Мечтам Людвикаса было суждено сбыться. Горбунок сунул ему под нос поблескивающую бутылочку.
— Розалия, подмени меня, старика. Плесни еще три ковшика, чтобы бороды отмякли, — повеселев, скомандовал Людвикас, а когда Розалия послушно исчезла за дверью, торжественно изрек: — Дай боже тебе, Кулешюс, легкую смерть, а этим двоим — жизнь вечную.
И шибанул о локоть донышко бутылки. Обхватил губами горлышко, но глотнуть не успел. От страшного вопля содрогнулась банька. Розалия, хрипя, метнулась из двери, сшибла с порога старика, а сама носом в сугроб ткнулась. Из баньки белыми клубами валил пар. Людвикас кое-как встал и спросил:
— Чего там, Розалия?
— Иисусе.
— Да чего, говори?
— Алексюс выпрямился. Пятрас скорчился. Иисусе! Оба дышат!
Стасе стрелой влетела в баньку. Вслед за ней все бы побежали да баньку разнесли, но Людвикас прогремел адским рыком:
— Стойте! Вон! Воздуху и свету! — и сам с бутылочкой в руке исчез в облаке пара.
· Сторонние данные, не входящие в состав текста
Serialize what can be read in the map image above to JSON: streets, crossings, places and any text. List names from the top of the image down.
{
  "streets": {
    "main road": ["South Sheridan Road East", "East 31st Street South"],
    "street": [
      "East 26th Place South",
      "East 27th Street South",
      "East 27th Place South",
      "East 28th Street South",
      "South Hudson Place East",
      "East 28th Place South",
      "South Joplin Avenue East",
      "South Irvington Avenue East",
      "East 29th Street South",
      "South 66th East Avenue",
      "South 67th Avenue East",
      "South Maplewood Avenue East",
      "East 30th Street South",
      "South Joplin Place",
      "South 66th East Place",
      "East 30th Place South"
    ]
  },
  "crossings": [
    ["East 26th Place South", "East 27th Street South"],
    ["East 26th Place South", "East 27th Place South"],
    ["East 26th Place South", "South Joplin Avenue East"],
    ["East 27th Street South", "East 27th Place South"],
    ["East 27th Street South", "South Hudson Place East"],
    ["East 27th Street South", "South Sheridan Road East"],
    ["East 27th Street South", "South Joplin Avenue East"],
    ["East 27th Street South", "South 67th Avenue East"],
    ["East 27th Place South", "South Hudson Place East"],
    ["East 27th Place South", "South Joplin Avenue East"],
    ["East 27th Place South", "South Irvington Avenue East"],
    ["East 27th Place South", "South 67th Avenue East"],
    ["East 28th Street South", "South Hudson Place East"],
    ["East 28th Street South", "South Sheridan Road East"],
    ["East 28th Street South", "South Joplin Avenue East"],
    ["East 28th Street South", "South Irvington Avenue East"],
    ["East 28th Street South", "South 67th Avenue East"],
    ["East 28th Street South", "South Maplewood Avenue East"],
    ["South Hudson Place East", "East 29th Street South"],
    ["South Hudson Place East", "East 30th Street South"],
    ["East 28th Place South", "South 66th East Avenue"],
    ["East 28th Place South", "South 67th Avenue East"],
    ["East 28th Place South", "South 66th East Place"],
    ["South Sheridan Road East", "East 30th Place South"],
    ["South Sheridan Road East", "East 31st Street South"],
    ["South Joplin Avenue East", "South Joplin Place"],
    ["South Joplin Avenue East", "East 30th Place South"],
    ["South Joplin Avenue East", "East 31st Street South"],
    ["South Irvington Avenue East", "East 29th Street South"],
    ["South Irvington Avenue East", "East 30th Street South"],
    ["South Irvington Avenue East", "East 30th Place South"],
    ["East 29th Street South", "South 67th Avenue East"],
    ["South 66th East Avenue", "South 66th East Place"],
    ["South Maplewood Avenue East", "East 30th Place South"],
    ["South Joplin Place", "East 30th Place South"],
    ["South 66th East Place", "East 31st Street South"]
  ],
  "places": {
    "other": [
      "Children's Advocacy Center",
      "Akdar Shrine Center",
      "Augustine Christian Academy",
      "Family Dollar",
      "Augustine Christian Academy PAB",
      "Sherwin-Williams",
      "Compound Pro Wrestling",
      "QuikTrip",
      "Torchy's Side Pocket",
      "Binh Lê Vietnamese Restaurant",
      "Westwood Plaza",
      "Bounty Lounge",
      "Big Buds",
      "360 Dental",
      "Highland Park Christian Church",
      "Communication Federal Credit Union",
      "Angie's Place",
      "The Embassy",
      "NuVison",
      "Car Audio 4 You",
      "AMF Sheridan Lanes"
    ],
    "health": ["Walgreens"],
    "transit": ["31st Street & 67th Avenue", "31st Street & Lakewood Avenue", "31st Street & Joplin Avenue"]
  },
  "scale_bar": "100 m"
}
Все замолчали, потеряв дар речи. Вскоре Годвикас вышел и сурово сказал:
— Мне тут больше делать нечего. Оба покойника живы. Зовите доктора.
— Зигмас! Одна нога тут, другая там! — крикнул Горбунок.
Катиничя вместе со всей стаей богомолок перестала молиться. Сама не знала, что делать. Плакать или смеяться. Целоваться или плеваться. Чудо господь бог прислал в Кукучяй, или дьявол — шутку?
— Господи, что теперь будет-то?
— Заговенье покойников-безбожников! — воскликнул Горбунок и, захлебываясь от радости, запел:
Швецкуса — гробы, а наши — бутылки,
Швецкуса — куры, а наши — тарелки!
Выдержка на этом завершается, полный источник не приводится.